CARLETON UNIVERSITY MAGAZINE (Ottawa, Ontario) Winter 2005 Chill out! Medical miracles (Rob Thoma)
In a lab high in Carleton’s Steacie building, researcher Ken Storey watches frogs freeze nearly solid, then slowly thaw to return miraculously to life. The tiny wood frogs are one of only a handful of animals capable of the extraordinary feat. Storey has spent the last 15 years examining how they do it at the molecular and genetic levels.
Storey is a professor of biochemistry and a Canada Research Chair in molecular physiology — a distinction acknowledging that he is a world leader in his field. But Storey has garnered more than academic awards and citations. His research has captured the popular imagination, and references to his work have been included in children’s books and at least one science fiction novel. As frogs and insects chill in nearby refrigerators, Storey explains why his work receives so much attention.
“We look at some really unique situations, where animals used to be at maximal velocity — they run, they sing, they dance — and then suddenly, they shut themselves off,” Storey says. “They go into a state of suspended animation. They suspend biological time and live in a netherworld where they look dead. Some of the animals are frozen solid.”

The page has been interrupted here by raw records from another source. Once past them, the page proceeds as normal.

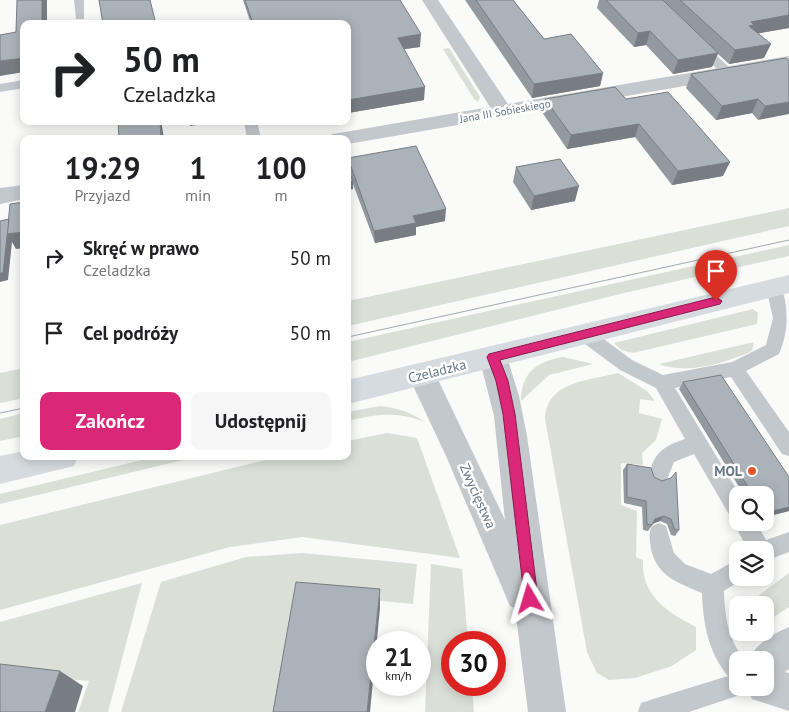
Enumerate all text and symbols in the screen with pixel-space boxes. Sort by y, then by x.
text: 50 m [123,36,200,82]
icon: right [40,40,105,105]
text: Czeladzka [123,80,216,108]
street label: Jana III Sobieskiego [458,96,552,126]
text: 19:29 [64,148,141,187]
text: 1 [190,148,207,187]
text: 100 [255,148,307,187]
text: Przyjazd [74,185,131,205]
text: min [185,185,211,205]
text: m [275,185,288,205]
text: Skręć w prawo [83,236,199,260]
icon: right [40,244,68,272]
text: 50 m [290,246,331,270]
pin [695,250,737,301]
icon: arrive [702,257,730,285]
text: Czeladzka [83,260,151,280]
icon: arrive [40,319,68,347]
text: Cel podróży [83,321,178,345]
text: 50 m [290,321,331,345]
street label: Czeladzka [406,355,468,387]
button: Zakończ [40,392,181,450]
button: Udostępnij [191,392,331,450]
street label: Zwycięstwa [456,461,500,531]
place label: MOL [714,462,743,480]
marker: MOL [746,465,758,477]
map controls [729,486,774,696]
button: search [729,486,774,531]
button: layers [729,541,774,586]
position arrow [503,572,555,624]
button: + [729,596,774,641]
speed limit sign: 30 [441,631,506,696]
text: 21 [384,641,413,673]
button: − [729,651,774,696]
text: km/h [385,668,412,683]

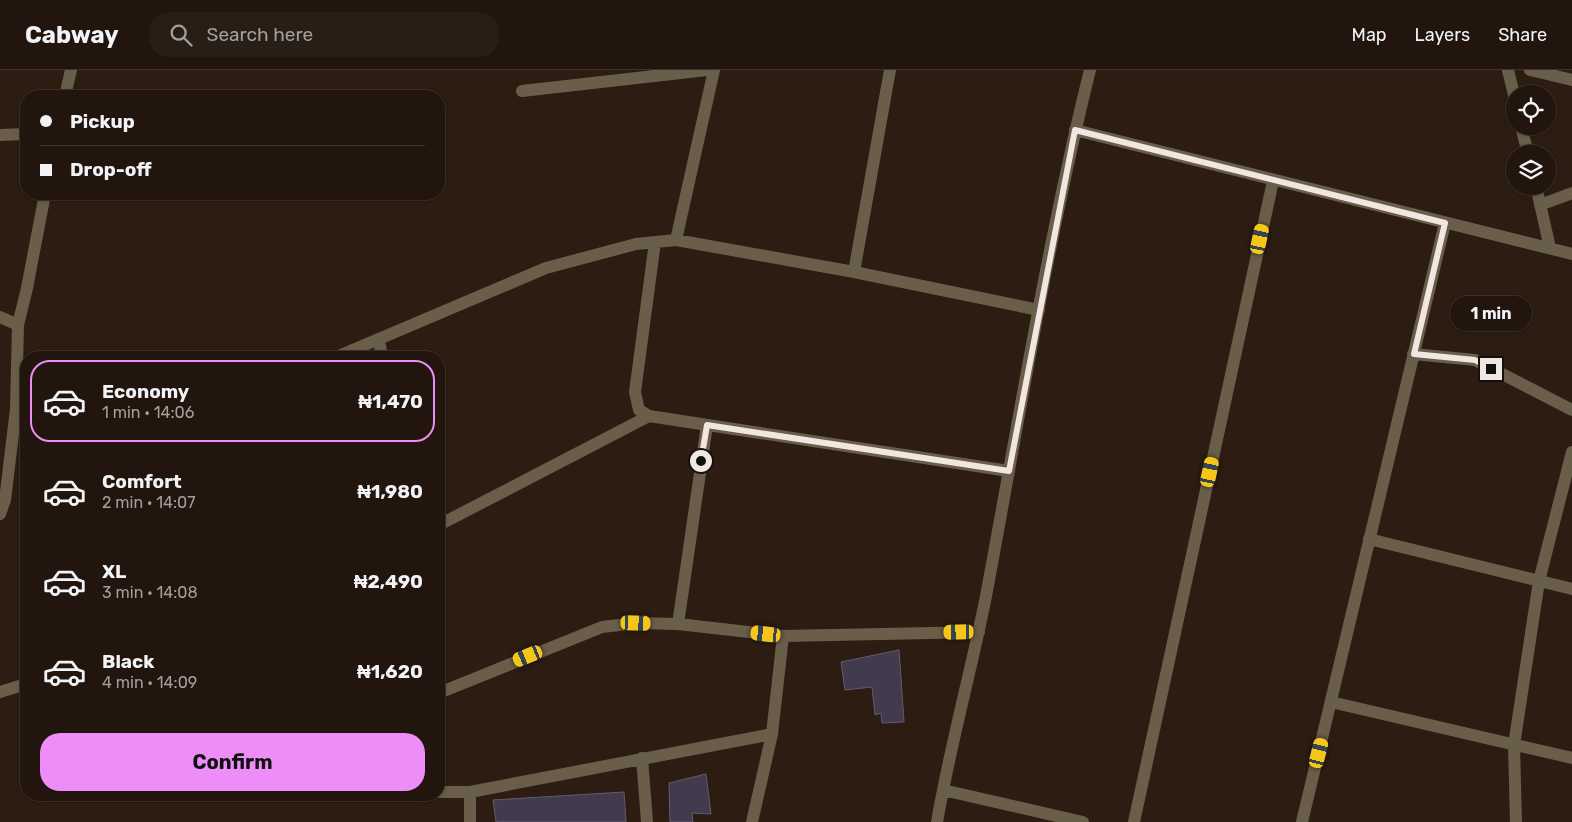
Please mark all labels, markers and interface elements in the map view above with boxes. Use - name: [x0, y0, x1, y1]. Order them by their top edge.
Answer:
- search box: [149, 12, 499, 57]
- text: Cabway: [25, 21, 119, 49]
- icon: search: [167, 21, 195, 49]
- text: Search here: [207, 23, 313, 46]
- text: Map: [1352, 24, 1387, 46]
- text: Layers: [1415, 24, 1470, 46]
- text: Share: [1498, 24, 1547, 46]
- map controls: [1506, 85, 1556, 195]
- button: locate: [1506, 85, 1556, 135]
- text: Pickup: [70, 110, 135, 133]
- button: layers: [1506, 145, 1556, 195]
- text: Drop-off: [70, 158, 152, 181]
- car: [1249, 223, 1270, 255]
- callout: 1 min: [1450, 296, 1532, 332]
- text: 1 min: [1471, 304, 1511, 323]
- route end: [1480, 358, 1502, 380]
- icon: car: [42, 379, 87, 424]
- text: Economy: [102, 380, 189, 403]
- text: ₦1,470: [358, 390, 423, 413]
- text: 1 min · 14:06: [102, 403, 194, 422]
- route start: [690, 450, 712, 472]
- car: [1199, 456, 1220, 488]
- icon: car: [42, 469, 87, 514]
- text: Comfort: [102, 470, 182, 493]
- text: ₦1,980: [357, 480, 423, 503]
- text: 2 min · 14:07: [102, 493, 195, 512]
- icon: car: [42, 559, 87, 604]
- text: XL: [102, 560, 126, 583]
- text: ₦2,490: [354, 570, 423, 593]
- text: 3 min · 14:08: [102, 583, 198, 602]
- car: [620, 615, 651, 631]
- car: [943, 624, 974, 640]
- car: [750, 625, 781, 643]
- car: [511, 643, 544, 669]
- icon: car: [42, 649, 87, 694]
- text: Black: [102, 650, 154, 673]
- text: ₦1,620: [357, 660, 423, 683]
- text: 4 min · 14:09: [102, 673, 197, 692]
- button: Confirm: [40, 733, 425, 791]
- car: [1308, 737, 1329, 769]

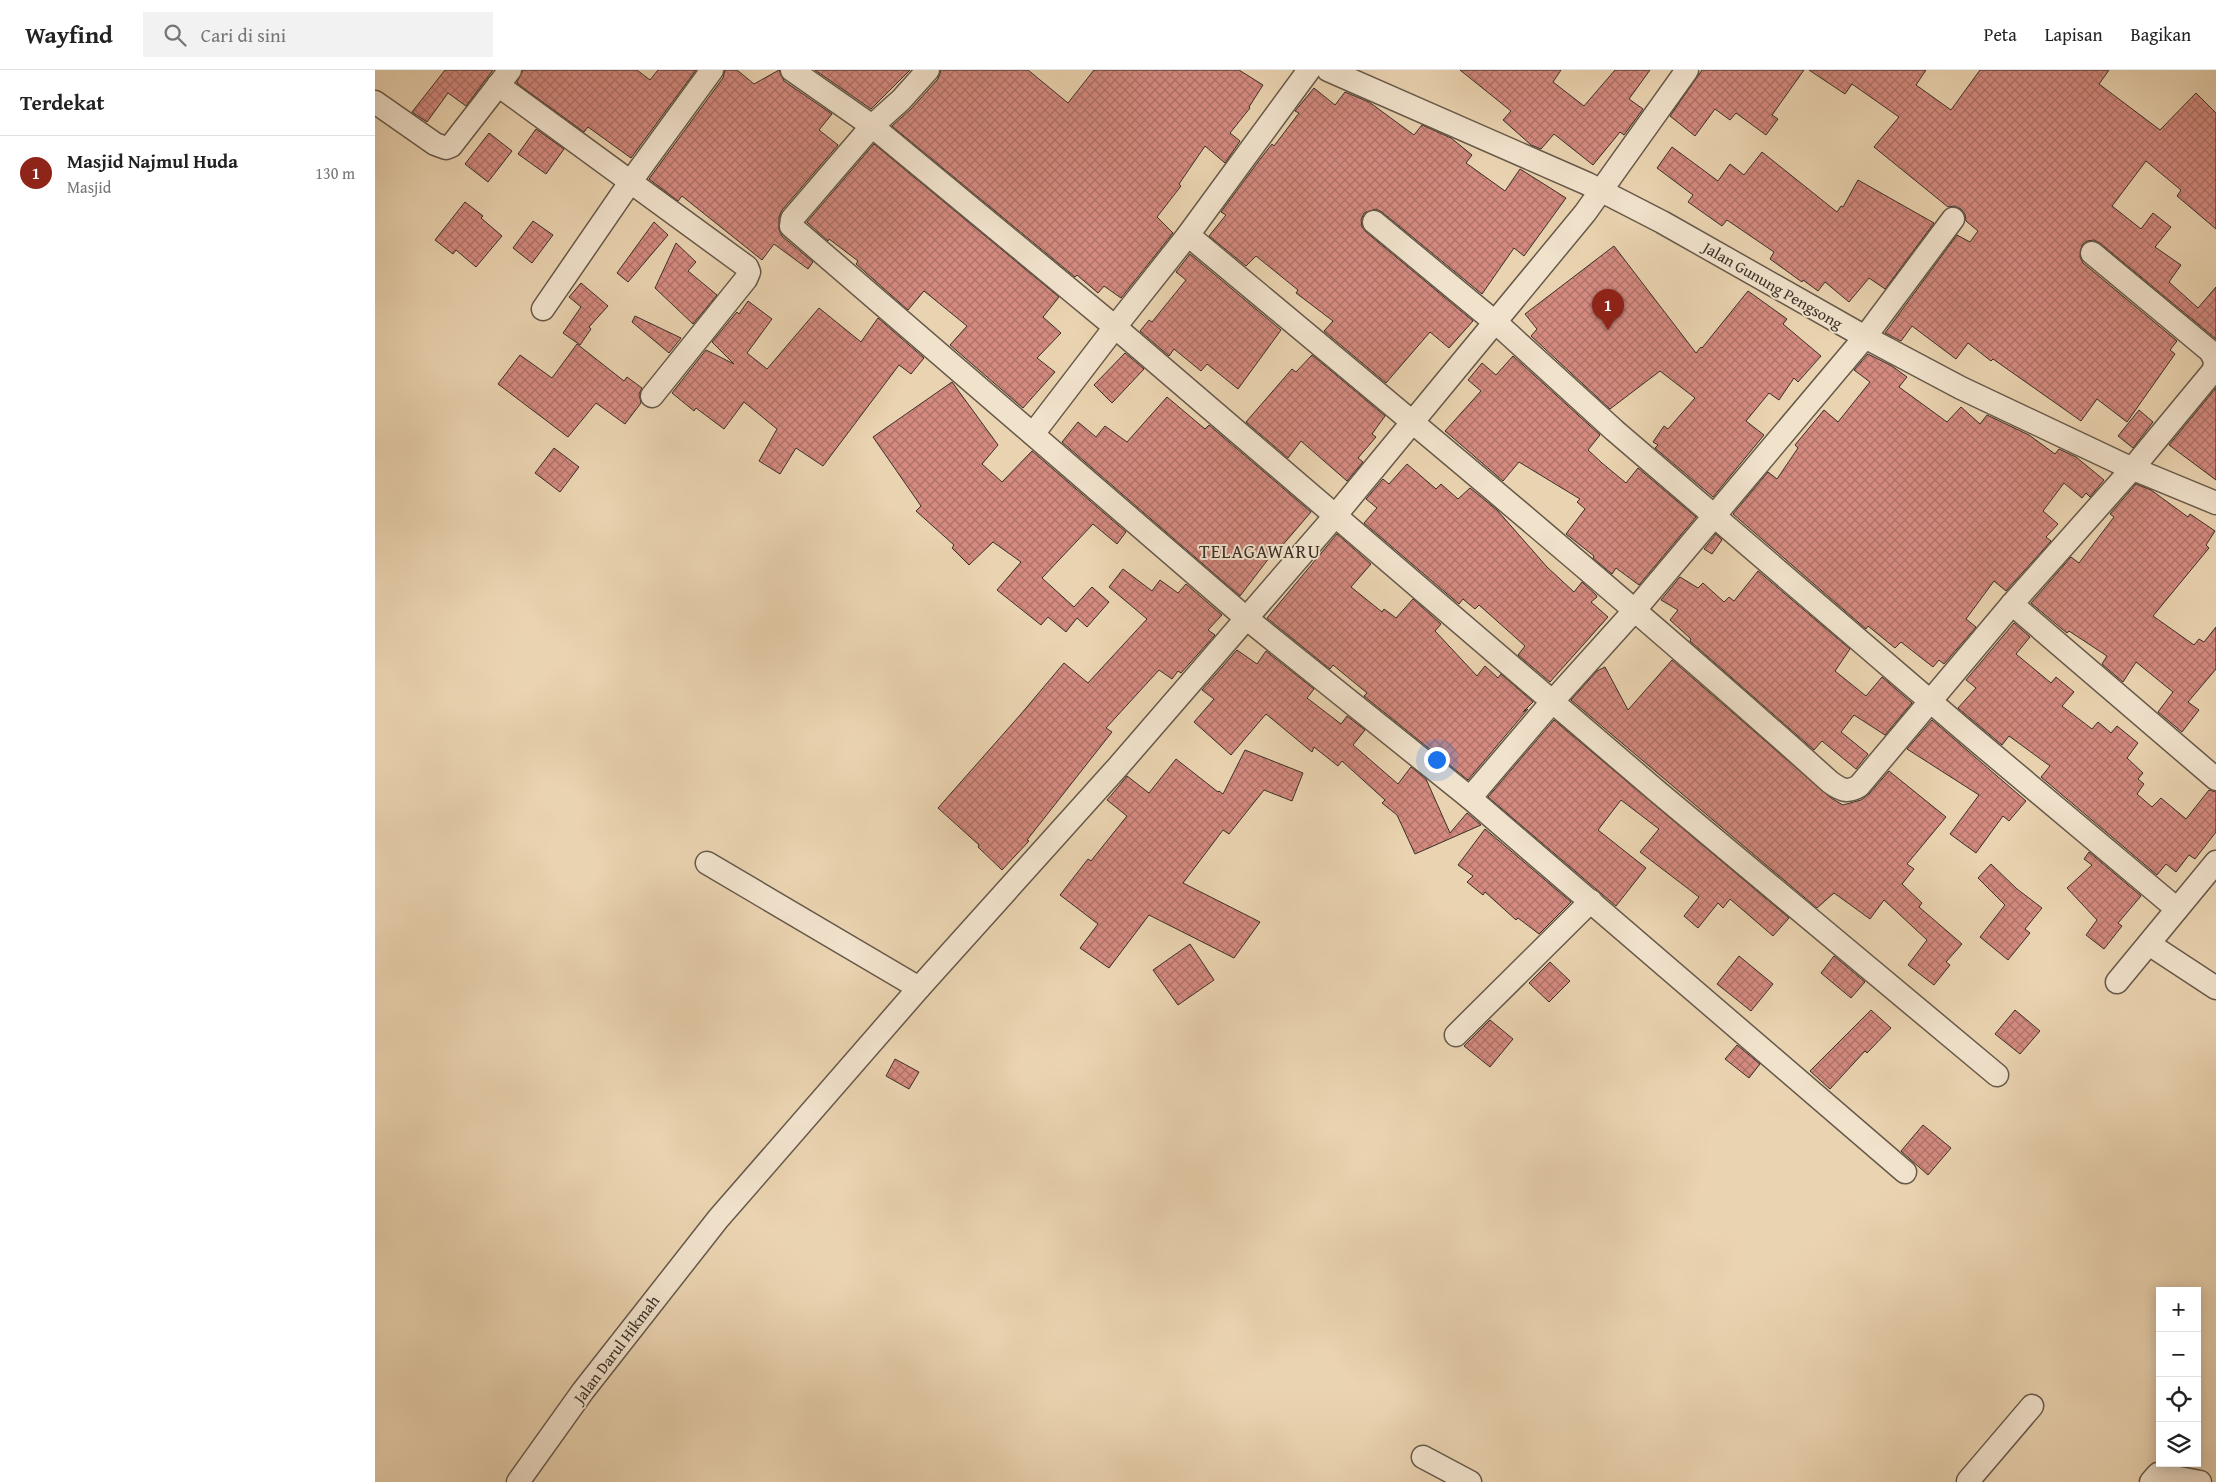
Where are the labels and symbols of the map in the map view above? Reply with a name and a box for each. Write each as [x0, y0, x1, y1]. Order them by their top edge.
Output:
street label: Jalan Gunung Pengsong [1697, 234, 1847, 335]
pin: 1 [1592, 289, 1624, 330]
district label: TELAGAWARU [1199, 537, 1321, 565]
your location [1424, 747, 1450, 773]
street label: Jalan Darul Hikmah [566, 1290, 665, 1410]

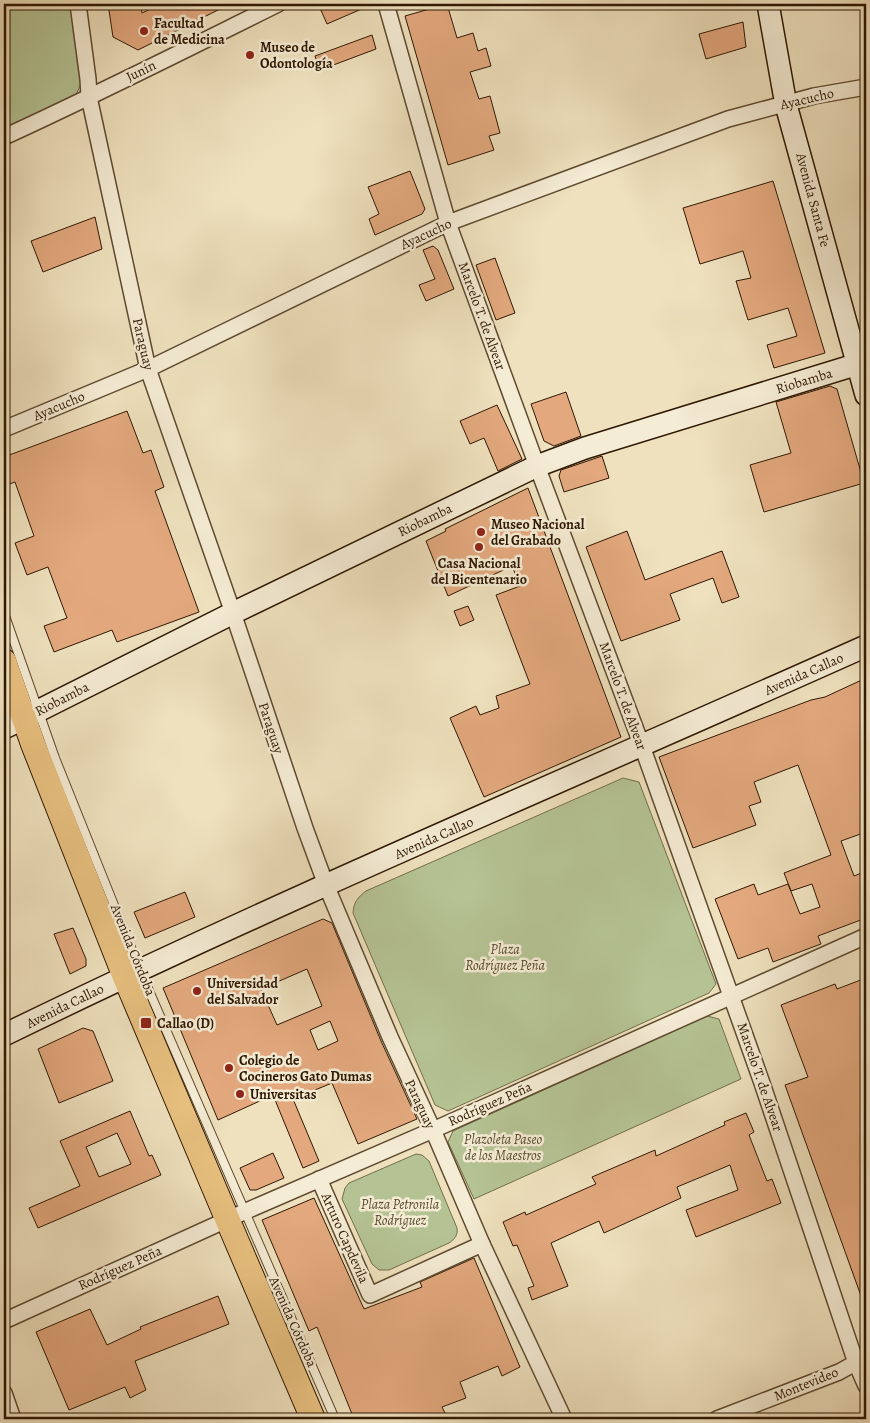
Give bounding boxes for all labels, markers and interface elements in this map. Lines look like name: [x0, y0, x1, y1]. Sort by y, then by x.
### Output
place label: Facultad de Medicina: [154, 14, 225, 49]
marker: Facultad de Medicina: [138, 25, 150, 37]
place label: Museo de Odontología: [260, 38, 333, 73]
marker: Museo de Odontología: [244, 49, 256, 61]
street label: Junín: [123, 56, 159, 86]
street label: Ayacucho: [777, 84, 836, 115]
street label: Avenida Santa Fe: [791, 150, 835, 249]
street label: Ayacucho: [396, 214, 455, 255]
street label: Marcelo T. de Alvear: [454, 259, 511, 373]
street label: Paraguay: [128, 316, 158, 373]
street label: Riobamba: [773, 363, 835, 399]
street label: Ayacucho: [29, 387, 88, 426]
street label: Riobamba: [395, 498, 456, 541]
place label: Museo Nacional del Grabado: [491, 515, 585, 550]
marker: Museo Nacional del Grabado: [475, 526, 487, 538]
marker: Casa Nacional del Bicentenario: [473, 541, 485, 553]
place label: Casa Nacional del Bicentenario: [431, 554, 527, 589]
street label: Marcelo T. de Alvear: [595, 639, 652, 753]
street label: Avenida Callao: [761, 648, 846, 700]
street label: Riobamba: [32, 677, 93, 721]
street label: Paraguay: [254, 700, 288, 757]
street label: Avenida Callao: [391, 812, 476, 864]
street label: Avenida Córdoba: [106, 900, 160, 999]
park label: Plaza Rodríguez Peña: [465, 940, 545, 975]
place label: Universidad del Salvador: [207, 974, 279, 1009]
street label: Avenida Callao: [22, 979, 107, 1033]
marker: Universidad del Salvador: [191, 985, 203, 997]
place label: Callao (D): [157, 1014, 214, 1033]
marker: Callao (D): [139, 1016, 153, 1030]
street label: Marcelo T. de Alvear: [732, 1020, 788, 1135]
place label: Colegio de Cocineros Gato Dumas: [239, 1051, 372, 1086]
marker: Colegio de Cocineros Gato Dumas: [223, 1062, 235, 1074]
street label: Paraguay: [400, 1076, 440, 1133]
street label: Rodríguez Peña: [445, 1077, 535, 1131]
place label: Universitas: [250, 1085, 317, 1104]
marker: Universitas: [234, 1088, 246, 1100]
park label: Plazoleta Paseo de los Maestros: [464, 1130, 543, 1165]
street label: Arturo Capdevila: [316, 1189, 374, 1287]
park label: Plaza Petronila Rodríguez: [361, 1195, 440, 1230]
street label: Rodríguez Peña: [75, 1241, 165, 1295]
street label: Avenida Córdoba: [264, 1273, 322, 1371]
street label: Montevideo: [771, 1362, 841, 1406]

In the case of the wood frogs, for example, more than 50 percent of their body water might freeze. Glucose is the secret, Storey has discovered. Wood frogs control the freezing process and convert their blood into a syrupy sugar-mixture that protects internal organs from damaging ice crystals.
Aside from capturing the imagination, the research has important medical applications, and is changing human organ transplant options.
Humans can’t pack their blood with sugar to escape freezing as the wood frog can, but Storey’s research on how ground squirrels shut down metabolism during hibernation is already filtering into the medical field. The molecular knowledge he is discovering could better preserve organs for transplant operations.
“A world in which the survival of an organ goes from two hours to four hours and then from four hours to 24 hours is happening even as we speak. Hearts last longer then they did last year. Kidneys last longer than they did three years ago. The damage low temperature does to organs is being ameliorated all the time,” Storey says.
However, Storey cautions that it can take decades for basic science discoveries to be applied.
“The work goes fairly quickly at the scientific stage and slowly but surely the medical sciences soak up the information,” he says.
And despite the progress of his research, as well as the attention it has garnered, Storey is remarkably modest.
“You play with a team,” he says. “There may be less elbowing under the net than there is in basketball, but it’s a team sport.”